Wilson as Clorinda is superb her dying arias piercingly, soaringly exquisite. Jakob Bloch Jespersen ( from Denmark) as the noble warrior Tancredi was magnificent , commanding and vibrant in the battle , horror struck and grief stricken at the end .
The Bach Brandenburg Concerto No 4 BWV 1049 (first movement only) was given a sprightly, elegant and filigreed performance. The Orchestra had a warm luscious tone.The Baroque flutes /recorders ( Melissa Farrow and Mikaela Oberg) bubbled and darted in a delightful, enchanting performance that left us wanting more.The other interludes included in both halves of the program were also delightful.
“Don’t get between a girl and her coffee “ – the bulk of the second half consisted of J.S Bach’s Coffee Cantata, BWV 211 which was given a sparkling performance. A delicious satire, with bewitching music, this is classified as a cantata ( a vocal composition with instrumental accompaniment intended for concert performance) yet it is rather like a mini opera with three characters. Bach himself was a caffeine addict.
The set was reworked during interval to become a coffee shop and there were huge bags of coffee beans scattered around. There was also the use of mobile phones, Liesshen takes quite few selfies. Karim Sulayman here acts as the overworked barista/narrator.

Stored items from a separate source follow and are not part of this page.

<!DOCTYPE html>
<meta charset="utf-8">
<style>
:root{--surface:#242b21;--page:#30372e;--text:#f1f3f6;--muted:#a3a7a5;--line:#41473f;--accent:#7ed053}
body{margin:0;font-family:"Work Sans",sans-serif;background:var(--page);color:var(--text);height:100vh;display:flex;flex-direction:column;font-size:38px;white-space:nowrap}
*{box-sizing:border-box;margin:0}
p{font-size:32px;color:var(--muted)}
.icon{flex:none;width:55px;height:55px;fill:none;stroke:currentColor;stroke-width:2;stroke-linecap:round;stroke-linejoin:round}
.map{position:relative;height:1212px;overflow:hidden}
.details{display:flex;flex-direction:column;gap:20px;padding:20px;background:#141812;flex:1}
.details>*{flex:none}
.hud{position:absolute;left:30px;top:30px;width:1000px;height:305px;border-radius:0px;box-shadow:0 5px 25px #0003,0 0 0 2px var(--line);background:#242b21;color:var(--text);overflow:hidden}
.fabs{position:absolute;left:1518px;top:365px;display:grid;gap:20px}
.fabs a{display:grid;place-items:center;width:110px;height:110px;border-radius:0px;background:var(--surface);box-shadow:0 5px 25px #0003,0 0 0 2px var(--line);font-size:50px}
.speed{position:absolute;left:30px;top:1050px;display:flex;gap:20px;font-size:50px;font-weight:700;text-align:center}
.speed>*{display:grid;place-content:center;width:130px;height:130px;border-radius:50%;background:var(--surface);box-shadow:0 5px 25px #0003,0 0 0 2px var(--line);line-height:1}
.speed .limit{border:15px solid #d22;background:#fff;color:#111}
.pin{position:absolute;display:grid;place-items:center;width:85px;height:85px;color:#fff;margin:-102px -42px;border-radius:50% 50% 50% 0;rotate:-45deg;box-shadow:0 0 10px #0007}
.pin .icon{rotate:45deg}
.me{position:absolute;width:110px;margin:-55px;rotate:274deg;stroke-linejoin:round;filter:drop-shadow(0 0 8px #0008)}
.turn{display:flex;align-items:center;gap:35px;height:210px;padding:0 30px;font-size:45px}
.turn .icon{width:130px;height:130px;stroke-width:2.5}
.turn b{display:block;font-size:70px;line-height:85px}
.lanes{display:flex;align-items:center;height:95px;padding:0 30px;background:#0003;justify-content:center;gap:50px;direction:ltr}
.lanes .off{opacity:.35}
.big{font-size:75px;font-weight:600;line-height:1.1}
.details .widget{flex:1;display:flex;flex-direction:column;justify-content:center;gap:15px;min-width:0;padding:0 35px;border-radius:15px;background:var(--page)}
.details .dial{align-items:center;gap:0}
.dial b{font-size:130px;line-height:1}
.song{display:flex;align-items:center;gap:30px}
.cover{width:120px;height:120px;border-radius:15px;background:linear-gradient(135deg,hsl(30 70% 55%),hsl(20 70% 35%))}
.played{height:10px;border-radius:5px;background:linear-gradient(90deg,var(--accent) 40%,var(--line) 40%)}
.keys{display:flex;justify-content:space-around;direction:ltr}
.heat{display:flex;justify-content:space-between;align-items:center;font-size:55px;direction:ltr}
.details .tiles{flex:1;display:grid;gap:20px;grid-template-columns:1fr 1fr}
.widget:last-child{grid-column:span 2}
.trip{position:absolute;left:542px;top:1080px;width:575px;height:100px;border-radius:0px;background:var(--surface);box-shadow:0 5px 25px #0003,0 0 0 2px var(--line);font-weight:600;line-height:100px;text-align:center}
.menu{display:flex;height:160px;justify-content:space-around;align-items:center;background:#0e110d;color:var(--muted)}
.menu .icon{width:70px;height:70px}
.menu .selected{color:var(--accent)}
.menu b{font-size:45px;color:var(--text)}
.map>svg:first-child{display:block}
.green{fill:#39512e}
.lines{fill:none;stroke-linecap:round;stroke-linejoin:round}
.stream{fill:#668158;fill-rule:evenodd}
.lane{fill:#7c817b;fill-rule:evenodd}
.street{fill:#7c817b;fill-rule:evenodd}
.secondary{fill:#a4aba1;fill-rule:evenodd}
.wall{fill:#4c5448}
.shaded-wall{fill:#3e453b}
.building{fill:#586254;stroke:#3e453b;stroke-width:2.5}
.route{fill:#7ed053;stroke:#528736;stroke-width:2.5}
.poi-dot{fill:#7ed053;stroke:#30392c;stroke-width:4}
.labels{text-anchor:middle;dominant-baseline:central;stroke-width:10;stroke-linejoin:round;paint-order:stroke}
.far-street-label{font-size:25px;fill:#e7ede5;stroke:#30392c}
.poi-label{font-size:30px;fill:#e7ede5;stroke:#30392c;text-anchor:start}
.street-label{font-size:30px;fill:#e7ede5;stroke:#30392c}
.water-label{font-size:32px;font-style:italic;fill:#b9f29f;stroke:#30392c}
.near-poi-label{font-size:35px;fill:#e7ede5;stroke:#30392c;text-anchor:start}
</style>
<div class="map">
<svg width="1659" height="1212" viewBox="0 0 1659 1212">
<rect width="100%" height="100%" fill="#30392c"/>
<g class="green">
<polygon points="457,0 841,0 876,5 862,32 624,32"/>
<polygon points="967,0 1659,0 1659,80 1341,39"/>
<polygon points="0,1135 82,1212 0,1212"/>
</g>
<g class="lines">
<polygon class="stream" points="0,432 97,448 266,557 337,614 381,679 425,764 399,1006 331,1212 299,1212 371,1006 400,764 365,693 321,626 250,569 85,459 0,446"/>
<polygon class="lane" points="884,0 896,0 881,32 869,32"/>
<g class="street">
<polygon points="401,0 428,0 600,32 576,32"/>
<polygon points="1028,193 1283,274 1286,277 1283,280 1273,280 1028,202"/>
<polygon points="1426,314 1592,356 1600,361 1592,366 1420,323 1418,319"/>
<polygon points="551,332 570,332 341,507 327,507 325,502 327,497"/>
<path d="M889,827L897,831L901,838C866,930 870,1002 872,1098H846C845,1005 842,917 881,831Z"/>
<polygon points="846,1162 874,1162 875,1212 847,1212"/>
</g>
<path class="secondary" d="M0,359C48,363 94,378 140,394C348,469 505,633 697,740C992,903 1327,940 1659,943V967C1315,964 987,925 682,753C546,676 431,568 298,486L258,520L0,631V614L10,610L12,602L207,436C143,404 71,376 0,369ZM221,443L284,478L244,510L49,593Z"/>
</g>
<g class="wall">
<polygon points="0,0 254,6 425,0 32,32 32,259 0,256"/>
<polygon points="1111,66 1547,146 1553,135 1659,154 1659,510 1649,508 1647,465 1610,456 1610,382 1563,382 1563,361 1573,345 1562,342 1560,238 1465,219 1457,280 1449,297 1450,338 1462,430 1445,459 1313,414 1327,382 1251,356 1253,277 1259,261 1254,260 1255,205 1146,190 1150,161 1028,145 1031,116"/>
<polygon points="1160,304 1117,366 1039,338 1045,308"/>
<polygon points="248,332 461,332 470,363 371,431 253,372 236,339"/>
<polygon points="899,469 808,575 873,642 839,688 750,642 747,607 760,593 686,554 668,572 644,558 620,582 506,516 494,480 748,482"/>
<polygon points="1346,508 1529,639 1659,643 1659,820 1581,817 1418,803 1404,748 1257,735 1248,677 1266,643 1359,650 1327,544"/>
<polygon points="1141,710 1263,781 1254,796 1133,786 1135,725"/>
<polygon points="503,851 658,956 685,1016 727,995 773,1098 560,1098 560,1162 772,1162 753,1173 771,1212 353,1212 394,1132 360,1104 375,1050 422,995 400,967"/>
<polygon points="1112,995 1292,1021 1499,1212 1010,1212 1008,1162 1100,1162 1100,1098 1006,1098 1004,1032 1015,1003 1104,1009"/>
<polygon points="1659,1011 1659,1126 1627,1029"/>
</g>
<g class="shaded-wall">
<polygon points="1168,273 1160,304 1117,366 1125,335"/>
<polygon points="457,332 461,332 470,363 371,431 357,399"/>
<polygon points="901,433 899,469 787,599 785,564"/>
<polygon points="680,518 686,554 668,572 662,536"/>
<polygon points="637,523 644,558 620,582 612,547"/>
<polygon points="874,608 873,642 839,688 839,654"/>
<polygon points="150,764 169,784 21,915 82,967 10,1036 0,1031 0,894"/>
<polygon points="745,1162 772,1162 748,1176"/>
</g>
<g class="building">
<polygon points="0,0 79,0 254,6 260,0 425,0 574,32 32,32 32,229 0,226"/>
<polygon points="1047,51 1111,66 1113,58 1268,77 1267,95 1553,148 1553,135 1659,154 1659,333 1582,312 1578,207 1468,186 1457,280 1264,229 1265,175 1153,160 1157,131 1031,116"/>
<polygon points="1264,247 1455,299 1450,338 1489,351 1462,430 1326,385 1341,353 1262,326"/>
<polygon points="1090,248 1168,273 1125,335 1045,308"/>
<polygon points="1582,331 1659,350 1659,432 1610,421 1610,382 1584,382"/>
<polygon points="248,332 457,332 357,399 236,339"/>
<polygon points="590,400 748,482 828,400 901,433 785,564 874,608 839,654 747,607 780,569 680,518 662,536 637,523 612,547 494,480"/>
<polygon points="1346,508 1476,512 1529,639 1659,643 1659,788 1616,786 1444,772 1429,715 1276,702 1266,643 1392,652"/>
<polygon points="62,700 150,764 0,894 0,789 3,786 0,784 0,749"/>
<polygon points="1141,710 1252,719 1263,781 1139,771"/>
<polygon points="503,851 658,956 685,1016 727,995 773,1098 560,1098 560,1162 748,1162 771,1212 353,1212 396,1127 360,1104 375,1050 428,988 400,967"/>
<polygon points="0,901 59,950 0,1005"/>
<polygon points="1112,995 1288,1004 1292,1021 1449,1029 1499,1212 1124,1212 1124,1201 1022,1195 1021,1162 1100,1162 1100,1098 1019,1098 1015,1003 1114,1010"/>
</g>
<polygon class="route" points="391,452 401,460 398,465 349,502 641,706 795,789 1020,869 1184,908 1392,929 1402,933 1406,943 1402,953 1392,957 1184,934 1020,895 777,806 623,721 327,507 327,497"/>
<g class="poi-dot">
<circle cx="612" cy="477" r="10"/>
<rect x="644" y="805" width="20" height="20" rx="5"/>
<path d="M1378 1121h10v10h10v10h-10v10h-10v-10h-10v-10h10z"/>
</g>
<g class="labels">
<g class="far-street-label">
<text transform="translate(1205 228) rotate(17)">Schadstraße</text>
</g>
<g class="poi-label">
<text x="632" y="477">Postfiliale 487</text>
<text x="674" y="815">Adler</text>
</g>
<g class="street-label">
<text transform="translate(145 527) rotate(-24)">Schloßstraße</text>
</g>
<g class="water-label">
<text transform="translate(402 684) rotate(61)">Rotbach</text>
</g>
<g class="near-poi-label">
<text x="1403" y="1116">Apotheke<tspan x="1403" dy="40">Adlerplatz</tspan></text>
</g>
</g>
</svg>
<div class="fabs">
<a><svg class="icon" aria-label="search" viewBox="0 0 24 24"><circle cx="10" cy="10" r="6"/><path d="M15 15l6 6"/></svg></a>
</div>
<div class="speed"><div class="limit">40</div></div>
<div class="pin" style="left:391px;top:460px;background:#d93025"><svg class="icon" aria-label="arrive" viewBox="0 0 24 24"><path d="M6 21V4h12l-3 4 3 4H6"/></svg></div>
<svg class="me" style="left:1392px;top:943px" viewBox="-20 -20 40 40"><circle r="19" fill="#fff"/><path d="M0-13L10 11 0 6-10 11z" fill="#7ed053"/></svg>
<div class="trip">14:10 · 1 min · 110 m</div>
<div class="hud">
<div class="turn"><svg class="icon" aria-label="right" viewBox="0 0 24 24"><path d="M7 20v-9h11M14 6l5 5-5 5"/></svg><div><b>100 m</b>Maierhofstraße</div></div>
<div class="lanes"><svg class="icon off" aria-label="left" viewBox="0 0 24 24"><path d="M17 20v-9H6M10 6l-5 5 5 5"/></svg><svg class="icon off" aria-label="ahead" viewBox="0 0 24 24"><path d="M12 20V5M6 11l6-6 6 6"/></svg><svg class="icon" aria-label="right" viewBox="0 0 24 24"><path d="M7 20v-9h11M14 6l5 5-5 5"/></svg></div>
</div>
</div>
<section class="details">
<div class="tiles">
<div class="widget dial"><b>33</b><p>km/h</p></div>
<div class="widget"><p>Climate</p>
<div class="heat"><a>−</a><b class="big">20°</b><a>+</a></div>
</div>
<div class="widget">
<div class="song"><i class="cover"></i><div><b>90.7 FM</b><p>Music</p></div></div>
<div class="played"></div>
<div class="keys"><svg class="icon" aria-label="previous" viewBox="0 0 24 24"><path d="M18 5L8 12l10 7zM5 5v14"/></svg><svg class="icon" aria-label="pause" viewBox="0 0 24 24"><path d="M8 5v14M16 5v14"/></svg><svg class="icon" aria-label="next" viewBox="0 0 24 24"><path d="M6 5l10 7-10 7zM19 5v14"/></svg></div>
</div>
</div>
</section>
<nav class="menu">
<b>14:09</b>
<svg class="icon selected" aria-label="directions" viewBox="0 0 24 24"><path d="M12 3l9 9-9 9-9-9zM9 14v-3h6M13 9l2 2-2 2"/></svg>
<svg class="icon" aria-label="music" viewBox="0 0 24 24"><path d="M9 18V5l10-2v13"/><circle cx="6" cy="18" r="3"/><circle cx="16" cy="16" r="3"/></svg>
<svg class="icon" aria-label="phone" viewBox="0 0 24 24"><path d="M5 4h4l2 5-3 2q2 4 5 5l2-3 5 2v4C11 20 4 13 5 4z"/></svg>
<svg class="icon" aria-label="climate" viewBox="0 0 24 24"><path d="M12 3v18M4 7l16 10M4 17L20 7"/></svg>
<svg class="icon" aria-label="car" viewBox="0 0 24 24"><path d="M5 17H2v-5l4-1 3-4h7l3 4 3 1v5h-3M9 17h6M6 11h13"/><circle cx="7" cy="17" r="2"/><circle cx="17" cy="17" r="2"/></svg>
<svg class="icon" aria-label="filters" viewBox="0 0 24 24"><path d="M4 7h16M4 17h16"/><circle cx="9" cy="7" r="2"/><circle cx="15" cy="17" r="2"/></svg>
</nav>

Jakob Bloch Jespersen (Mr Schlendrian, Lieschen’s harassed father) is here dressed in casually expensive jeans t shirt and jacket and is growing weary of constantly forking out money for all the coffee that his daughter drinks. Lieschen is portrayed by Natasha Wilson as spoilt and self centred. She wears a red dress, fishnet stockings ankle boots and a large striped faux fur coat. The love of her life is COFFEE to which she is extremely addicted to. She must have it, drink it, be gifted it.
To her, coffee is more delicious than a thousand kisses. More pleasing than wine. Wilson’s arias to coffee are sultry and sensational. But her father declares she must give up coffee and marry. Leischen eventually agrees, thinking that her husband to be will pay for all her coffee. It ends with a wonderful tightly choreographed trio for the barista, Lieschen and her father drinking , stirring and raising their cups – to the joys of COFFEE.
Another cappuccino please ..
Running time just under 2 hours including interval
The Australian Brandenburg Orchestra’s BITTERSWEET OBSESSION is playing the City Recital Hall until the 1st November and Melbourne until 5 November 2017.